Rep. Scott Criticizes President's Fiscal Year 2009 Budget for Failing the American People
“Chairman Spratt, Ranking Member Ryan, I thank you for holding this important hearing on the President’s Fiscal Year 2009 Budget. I would also like to welcome the former Chairman of the Budget Committee, OMB Director Jim Nussle, back to the Budget Committee.
“When this President took office in 2001, he inherited a projected ten-year surplus of $5.6 trillion. The national debt was $5.7 trillion and only $1 trillion of the debt was held by foreign nations. President Clinton’s Fiscal Year 2001 budget projected that the public held debt would be retired by Fiscal Year 2009 and the total national debt would be retired by Fiscal Year 2013.

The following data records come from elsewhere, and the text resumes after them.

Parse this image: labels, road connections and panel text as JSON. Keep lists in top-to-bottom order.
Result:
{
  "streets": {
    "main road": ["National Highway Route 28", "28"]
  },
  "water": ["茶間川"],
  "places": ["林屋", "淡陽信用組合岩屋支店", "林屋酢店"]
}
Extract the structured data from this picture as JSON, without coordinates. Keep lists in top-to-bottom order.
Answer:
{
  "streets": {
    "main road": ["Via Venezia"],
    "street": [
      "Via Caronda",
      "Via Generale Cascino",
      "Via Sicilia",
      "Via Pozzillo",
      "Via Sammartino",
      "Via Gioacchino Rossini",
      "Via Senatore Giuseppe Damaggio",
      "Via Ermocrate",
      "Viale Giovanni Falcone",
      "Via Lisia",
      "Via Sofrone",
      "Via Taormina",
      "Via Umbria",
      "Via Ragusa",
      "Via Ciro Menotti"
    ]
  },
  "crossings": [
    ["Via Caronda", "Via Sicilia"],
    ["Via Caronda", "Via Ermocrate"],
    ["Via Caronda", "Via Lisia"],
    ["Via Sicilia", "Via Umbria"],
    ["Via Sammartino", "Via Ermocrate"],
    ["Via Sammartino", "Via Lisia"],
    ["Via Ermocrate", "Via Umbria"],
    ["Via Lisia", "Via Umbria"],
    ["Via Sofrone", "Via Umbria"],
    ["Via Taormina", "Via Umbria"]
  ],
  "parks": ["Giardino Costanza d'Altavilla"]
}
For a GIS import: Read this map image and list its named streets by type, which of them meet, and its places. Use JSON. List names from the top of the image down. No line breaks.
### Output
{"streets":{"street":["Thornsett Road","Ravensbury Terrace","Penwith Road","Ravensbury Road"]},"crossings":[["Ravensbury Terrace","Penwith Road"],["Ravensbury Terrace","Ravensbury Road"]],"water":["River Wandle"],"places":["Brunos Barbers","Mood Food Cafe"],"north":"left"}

“In his eight years in office, this President and his misplaced fiscal priorities have put the federal budget in a very different position. Instead of using the $5.6 trillion projected surplus to invest in education, infrastructure, healthcare, or addressing the $4 trillion Social Security shortfall, this President and the former majority in Congress enacted nearly $1.6 trillion in tax cuts. Of that $1.6 trillion, almost a third of those benefits went directly to the top 1% of Americans. Instead of having retired the public held debt, by the time the President leaves office, the national debit is projected to have increased $4 trillion to $9.7 trillion. In addition to adding trillions to the public held debt to help fund his tax cuts for the wealthiest Americans, this president has borrowed an additional $1.3 trillion from foreign nations.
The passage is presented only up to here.